### TASK DETAILS
Up to and including the line with "display:grid; place-items:center; width:70px;", restate every line of the records below word for word, from the first line on, leaving out the pictures.

### MATERIAL TO PROCESS

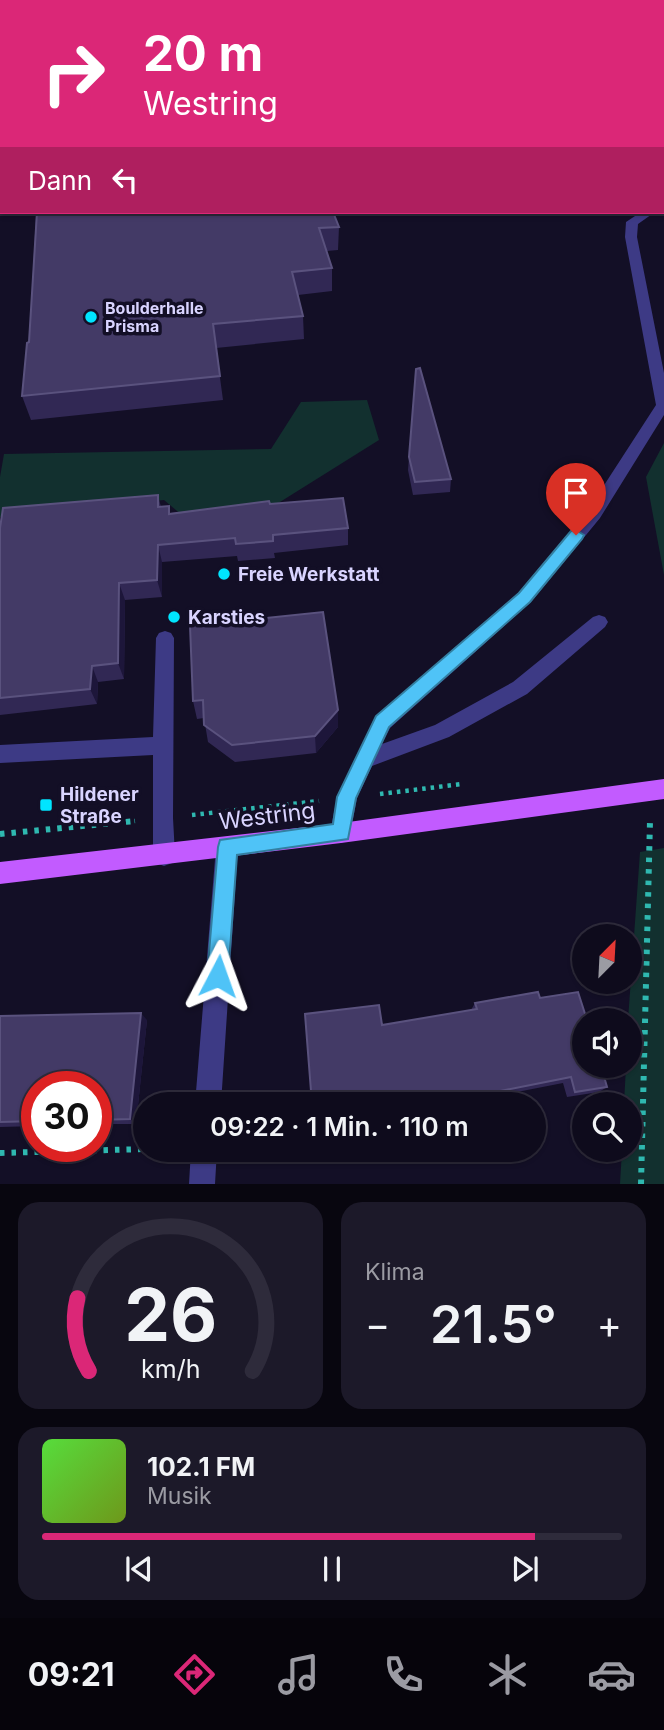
<!DOCTYPE html>
<html lang="de">
<head>
<meta charset="utf-8">
<style>
  :root { --surface:#0e0b1c; --page:#1c1929; --text:#f1f3f6; --muted:#9b9ba3; --line:#2e2b3b; --accent:#db2777 }
  body { margin:0; font-family:Inter,sans-serif; background:var(--page); color:var(--text); height:100vh; display:flex; flex-direction:column; font-size:26px; white-space:nowrap }
  * { box-sizing:border-box; margin:0 }
  p { font-size:23px; color:var(--muted) }
  .icon { flex:none; width:38px; height:38px; fill:none; stroke:currentColor; stroke-width:2; stroke-linecap:round; stroke-linejoin:round }
  .map { position:relative; height:1184px; overflow:hidden }
  .side { display:flex; flex-direction:column; gap:18px; padding:18px; background:#08060f; flex:1 }
  .side>* { flex:none }
  .hud { position:absolute; left:0px; top:0px; width:665px; height:214px; box-shadow:0 2px 5px #0004,0 0 0 2px var(--line); background:#db2777; color:#fff; overflow:hidden }
  .needle { width:46px; rotate:24deg }
  .tools { position:absolute; left:572px; top:924px; display:grid; gap:14px }
  .tools a { display:grid; place-items:center; width:70px; height:70px; border-radius:50%; background:var(--surface); box-shadow:0 2px 5px #0004,0 0 0 2px var(--line); font-size:35px }
  .speed { position:absolute; left:21px; top:1071px; display:flex; gap:14px; font-size:35px; font-weight:700; text-align:center }
  .speed>* { display:grid; place-content:center; width:91px; height:91px; border-radius:50%; background:var(--surface); box-shadow:0 2px 5px #0004,0 0 0 2px var(--line); line-height:1 }
  .speed .limit { border:10px solid #d22; background:#fff; color:#111 }
  .pin { position:absolute; display:grid; place-items:center; width:60px; height:60px; color:#fff; margin:-72px -30px; border-radius:50% 50% 50% 0; rotate:-45deg; box-shadow:0 0 7px #0007 }
  .pin .icon { rotate:45deg }
  .me { position:absolute; width:77px; margin:-38px; rotate:4deg; stroke-linejoin:round; filter:drop-shadow(0 0 5px #0008) }
  .turn { display:flex; align-items:center; gap:24px; height:147px; padding:0 28px; font-size:32px }
  .turn .icon { width:91px; height:91px; stroke-width:2.5 }
  .turn b { display:block; font-size:49px; line-height:60px }
  .then { display:flex; align-items:center; height:66px; padding:0 28px; background:#0003; gap:14px; font-size:26px }
  .big { font-size:52px; font-weight:600; line-height:1.1 }
  .side .card { flex:1; display:flex; flex-direction:column; justify-content:center; gap:10px; min-width:0; padding:0 24px; border-radius:21px; background:var(--page) }
  .side .dial { align-items:center; gap:0 }
  .dial svg { height:182px; overflow:visible; fill:none; stroke:var(--line); stroke-width:7; stroke-linecap:round; text-anchor:middle }
  .dial text { fill:var(--text); stroke:none }
  .song { display:flex; align-items:center; gap:21px }
  .cover { width:84px; height:84px; border-radius:10px; background:linear-gradient(135deg,hsl(110 70% 55%),hsl(80 70% 35%)) }
  .played { height:7px; border-radius:4px; background:linear-gradient(90deg,var(--accent) 85%,var(--line) 85%) }
  .keys { display:flex; justify-content:space-around; direction:ltr }
  .heat { display:flex; justify-content:space-between; align-items:center; font-size:38px; direction:ltr }
  .side .tiles { flex:1; display:grid; gap:18px; grid-template-columns:1fr 1fr }
  .card:last-child { grid-column:span 2 }
  .trip { position:absolute; left:133px; top:1092px; width:413px; height:70px; border-radius:35px; background:var(--surface); box-shadow:0 2px 5px #0004,0 0 0 2px var(--line); font-weight:600; line-height:70px; text-align:center }
  .menu { display:flex; height:112px; justify-content:space-around; align-items:center; background:#06040b; color:var(--muted) }
  .menu .icon { width:49px; height:49px }
  .menu .selected { color:var(--accent) }
  .menu b { font-size:32px; color:var(--text) }
  .map>svg:first-child { display:block }
  .green { fill:#12302f }
  .lines { fill:none; stroke-linecap:round; stroke-linejoin:round }
  .path-far1 { stroke:#2fb8b0; stroke-width:4.5; stroke-dasharray:3.5 5; stroke-linecap:butt }
  .path { stroke:#2fb8b0; stroke-width:6; stroke-dasharray:4.5 7; stroke-linecap:butt }
  .minor { fill:#3d3a85; fill-rule:evenodd }
  .major { fill:#c25bff; fill-rule:evenodd }
  .wall { fill:#312854 }
  .shaded-wall { fill:#1d163a }
  .building { fill:#433a66; stroke:#5a527e; stroke-width:2 }
  .route { fill:#4fc3f7; stroke:#337fa1; stroke-width:2 }
  .poi-dot { fill:#00e5ff; stroke:#130f26; stroke-width:2.5 }
  .labels { text-anchor:middle; stroke-width:7; stroke-linejoin:round; paint-order:stroke }
  .far-poi-label { font-size:16px; font-weight:bold; fill:#d9d4ff; stroke:#130f26; text-anchor:start }
  .poi-label { font-size:19px; font-weight:bold; fill:#d9d4ff; stroke:#130f26; text-anchor:start }
  .near-street-label { font-size:23px; fill:#d9d4ff; stroke:#130f26 }
</style>
</head>
<body>
<div class="map">
<svg width="664" height="1184" viewBox="0 0 664 1184">
  <rect width="100%" height="100%" fill="#130f26"/>
  <path class="green" d="M 367,400 L 379,440 L 272,507 L 183,516 L 164,500 L 0,517 L 0,477 L 4,454 L 271,449 L 301,402 Z
    M 664,443 L 664,575 L 646,477 Z
    M 664,848 L 664,1184 L 620,1184 L 622,1150 L 630,1150 L 630,1104 L 624,1104 L 626,1066 L 630,1066 L 628,1020 L 640,852 Z"/>
  <g class="lines">
    <path class="path-far1" d="M 380,794 L 462,784
      M 192,815 L 319,801
      M 126,822 L 135,821"/>
    <path class="path" d="M 0,834 L 135,821
      M 0,1153 L 145,1149
      M 641,1184 L 650,821"/>
    <path class="minor" d="M 663,92 L 664,92 L 664,98 L 663,98 Z
      M 0,101 L 2,101 L 2,107 L 0,107 Z
      M 663,116 L 664,116 L 664,123 L 663,123 Z
      M 663,200 L 664,200 L 664,206 L 663,206 Z
      M 641,212 L 655,212 L 638,224 L 637,237 L 664,373 L 664,415 L 600,518 L 531,602 L 390,728 L 382,744 L 435,725 L 513,682 L 593,617 L 599,615 L 605,617 L 608,622 L 605,627 L 527,694 L 449,737 L 372,766 L 357,798 L 349,840 L 341,843 L 333,840 L 330,833 L 337,797 L 376,716 L 519,592 L 588,510 L 656,405 L 625,237 L 626,222 Z
      M 165,631 L 171,633 L 174,638 L 173,818 L 175,855 L 172,863 L 164,866 L 156,863 L 153,855 L 153,755 L 0,763 L 0,745 L 153,737 L 156,638 L 159,633 Z
      M 227,837 L 235,840 L 238,847 L 221,1104 L 195,1104 L 216,847 L 219,840 Z
      M 191,1150 L 217,1150 L 215,1184 L 189,1184 Z"/>
    <path class="major" d="M 0,28 L 2,28 L 0,34 Z
      M 664,779 L 664,799 L 341,843 L 0,884 L 0,862 L 341,823 Z"/>
  </g>
  <path class="wall" d="M 159,0 L 664,0 L 663,2 L 160,2 Z
    M 663,122 L 664,123 L 664,188 L 663,187 Z
    M 36,215 L 339,227 L 338,250 L 327,251 L 332,268 L 332,291 L 298,295 L 303,316 L 304,339 L 216,348 L 223,400 L 31,420 L 22,396 L 29,342 Z
    M 416,369 L 451,479 L 450,492 L 413,495 L 408,470 Z
    M 158,495 L 161,507 L 169,506 L 170,513 L 270,504 L 348,528 L 348,545 L 274,553 L 275,558 L 238,561 L 237,556 L 162,562 L 162,597 L 125,600 L 124,679 L 98,682 L 97,704 L 0,715 L 0,528 Z
    M 190,626 L 338,710 L 338,727 L 316,753 L 235,762 L 208,742 L 204,718 L 197,719 L 193,701 Z
    M 540,998 L 607,1087 L 599,1092 L 567,1097 L 563,1083 L 501,1095 L 496,1100 L 474,1104 L 312,1104 L 382,1025 L 471,1010 L 475,1003 Z
    M 0,1016 L 147,1020 L 136,1124 L 96,1124 L 96,1087 L 37,1087 L 37,1126 L 0,1127 Z"/>
  <path class="shaded-wall" d="M 2,9 L 2,22 L 0,22 L 0,10 Z
    M 158,545 L 162,562 L 162,597 L 157,580 Z
    M 119,583 L 125,600 L 124,679 L 118,663 Z
    M 92,666 L 98,682 L 97,704 L 90,689 Z
    M 338,710 L 338,727 L 316,753 L 315,736 Z
    M 141,1013 L 147,1020 L 136,1124 L 130,1119 Z"/>
  <path class="building" d="M 0,0 L 77,0 L 65,2 L 2,2 L 2,9 L 0,10 Z
    M 168,0 L 664,0 L 664,62 L 663,2 L 170,2 Z
    M 663,143 L 664,143 L 664,164 L 663,164 Z
    M 37,212 L 333,212 L 339,227 L 319,228 L 332,268 L 292,272 L 303,316 L 213,324 L 220,376 L 22,396 L 27,343 L 29,342 Z
    M 420,368 L 451,479 L 415,482 L 409,457 L 416,369 Z
    M 158,495 L 158,507 L 169,506 L 169,514 L 269,501 L 270,504 L 343,498 L 348,528 L 273,535 L 273,541 L 236,544 L 235,538 L 158,545 L 157,580 L 119,583 L 118,663 L 92,666 L 90,689 L 0,698 L 0,528 L 3,508 Z
    M 323,612 L 338,710 L 315,736 L 232,745 L 204,725 L 203,700 L 193,701 L 190,626 Z
    M 538,992 L 540,998 L 578,992 L 587,1020 L 584,1020 L 584,1066 L 601,1066 L 607,1087 L 575,1092 L 571,1077 L 500,1091 L 501,1095 L 451,1104 L 448,1104 L 447,1098 L 401,1104 L 312,1104 L 305,1014 L 379,1005 L 382,1025 L 477,1009 L 475,1003 Z
    M 141,1013 L 130,1119 L 96,1120 L 96,1087 L 37,1087 L 37,1121 L 0,1122 L 0,1016 Z"/>
  <path class="route" d="M 576,530 L 584,535 L 582,539 L 530,602 L 389,727 L 356,798 L 348,839 L 237,855 L 228,976 L 225,983 L 218,986 L 210,983 L 207,976 L 218,847 L 220,840 L 333,824 L 337,797 L 376,716 L 519,593 L 571,531 Z"/>
  <g class="poi-dot">
    <circle cx="91" cy="317" r="7"/>
    <circle cx="224" cy="574" r="7"/>
    <circle cx="174" cy="617" r="7"/>
    <rect x="39" y="798" width="14" height="14" rx="3.5"/>
  </g>
  <g class="labels">
    <g class="far-poi-label">
      <text x="105" y="314">Boulderhalle<tspan x="105" dy="18">Prisma</tspan></text>
    </g>
    <g class="poi-label">
      <text x="238" y="581">Freie Werkstatt</text>
      <text x="188" y="624">Karsties</text>
      <text x="60" y="801">Hildener<tspan x="60" dy="22">Straße</tspan></text>
    </g>
    <g class="near-street-label">
      <text transform="translate(267 816) rotate(-7)" y="8">Westring</text>
    </g>
  </g>
</svg>
<div class="tools">
<a><svg class="needle" viewBox="-14 -14 28 28"><path d="M0-13l5 13h-10z" fill="#e53935"/><path d="M0 13l5-13h-10z" fill="#9b9ba3"/></svg></a>
<a><svg class="icon" aria-label="sound" viewBox="0 0 24 24"><path d="M4 9h4l5-4v14l-5-4H4zM17 9q2 3 0 6"/></svg></a>
<a><svg class="icon" aria-label="search" viewBox="0 0 24 24"><circle cx="10" cy="10" r="6"/><path d="M15 15l6 6"/></svg></a>
</div>
<div class="speed"><div class="limit">30</div></div>
<div class="pin" style="left:576px;top:535px;background:#d93025"><svg class="icon" aria-label="arrive" viewBox="0 0 24 24"><path d="M6 21V4h12l-3 4 3 4H6"/></svg></div>
<svg class="me" style="left:218px;top:976px" viewBox="-20 -20 40 40"><path d="M0-17L14 15 0 8-14 15z" fill="#4fc3f7" stroke="#fff" stroke-width="4"/></svg>
<div class="trip">09:22 · 1 Min. · 110 m</div>
<div class="hud">
<div class="turn"><svg class="icon" aria-label="right" viewBox="0 0 24 24"><path d="M7 20v-9h11M14 6l5 5-5 5"/></svg><div><b>20 m</b>Westring</div></div>
<div class="then">Dann<svg class="icon" aria-label="left" viewBox="0 0 24 24"><path d="M17 20v-9H6M10 6l-5 5 5 5"/></svg></div>
</div>
</div>
<section class="side">
<div class="tiles">
<div class="card dial"><svg viewBox="0 0 100 80">
<path d="M14 69A42 42 0 1 1 86 69"/>
<path d="M14 69A42 42 0 0 1 9 37" stroke="#db2777"/>
<text x="50" y="56" font-size="32" font-weight="700">26</text>
<text x="50" y="72" font-size="11">km/h</text>
</svg></div>
<div class="card"><p>Klima</p>
<div class="heat"><a>−</a><b class="big">21.5°</b><a>+</a></div>
</div>
<div class="card">
<div class="song"><i class="cover"></i><div><b>102.1 FM</b><p>Musik</p></div></div>
<div class="played"></div>
<div class="keys"><svg class="icon" aria-label="previous" viewBox="0 0 24 24"><path d="M18 5L8 12l10 7zM5 5v14"/></svg><svg class="icon" aria-label="pause" viewBox="0 0 24 24"><path d="M8 5v14M16 5v14"/></svg><svg class="icon" aria-label="next" viewBox="0 0 24 24"><path d="M6 5l10 7-10 7zM19 5v14"/></svg></div>
</div>
</div>
</section>
<nav class="menu">
<b>09:21</b>
<svg class="icon selected" aria-label="directions" viewBox="0 0 24 24"><path d="M12 3l9 9-9 9-9-9zM9 14v-3h6M13 9l2 2-2 2"/></svg>
<svg class="icon" aria-label="music" viewBox="0 0 24 24"><path d="M9 18V5l10-2v13"/><circle cx="6" cy="18" r="3"/><circle cx="16" cy="16" r="3"/></svg>
<svg class="icon" aria-label="phone" viewBox="0 0 24 24"><path d="M5 4h4l2 5-3 2q2 4 5 5l2-3 5 2v4C11 20 4 13 5 4z"/></svg>
<svg class="icon" aria-label="climate" viewBox="0 0 24 24"><path d="M12 3v18M4 7l16 10M4 17L20 7"/></svg>
<svg class="icon" aria-label="car" viewBox="0 0 24 24"><path d="M5 17H2v-5l4-1 3-4h7l3 4 3 1v5h-3M9 17h6M6 11h13"/><circle cx="7" cy="17" r="2"/><circle cx="17" cy="17" r="2"/></svg>
</nav>
</body>
</html>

### OUTPUT
<!DOCTYPE html>
<html lang="de">
<head>
<meta charset="utf-8">
<style>
  :root { --surface:#0e0b1c; --page:#1c1929; --text:#f1f3f6; --muted:#9b9ba3; --line:#2e2b3b; --accent:#db2777 }
  body { margin:0; font-family:Inter,sans-serif; background:var(--page); color:var(--text); height:100vh; display:flex; flex-direction:column; font-size:26px; white-space:nowrap }
  * { box-sizing:border-box; margin:0 }
  p { font-size:23px; color:var(--muted) }
  .icon { flex:none; width:38px; height:38px; fill:none; stroke:currentColor; stroke-width:2; stroke-linecap:round; stroke-linejoin:round }
  .map { position:relative; height:1184px; overflow:hidden }
  .side { display:flex; flex-direction:column; gap:18px; padding:18px; background:#08060f; flex:1 }
  .side>* { flex:none }
  .hud { position:absolute; left:0px; top:0px; width:665px; height:214px; box-shadow:0 2px 5px #0004,0 0 0 2px var(--line); background:#db2777; color:#fff; overflow:hidden }
  .needle { width:46px; rotate:24deg }
  .tools { position:absolute; left:572px; top:924px; display:grid; gap:14px }
  .tools a { display:grid; place-items:center; width:70px; height:70px; border-radius:50%; background:var(--surface); box-shadow:0 2px 5px #0004,0 0 0 2px var(--line); font-size:35px }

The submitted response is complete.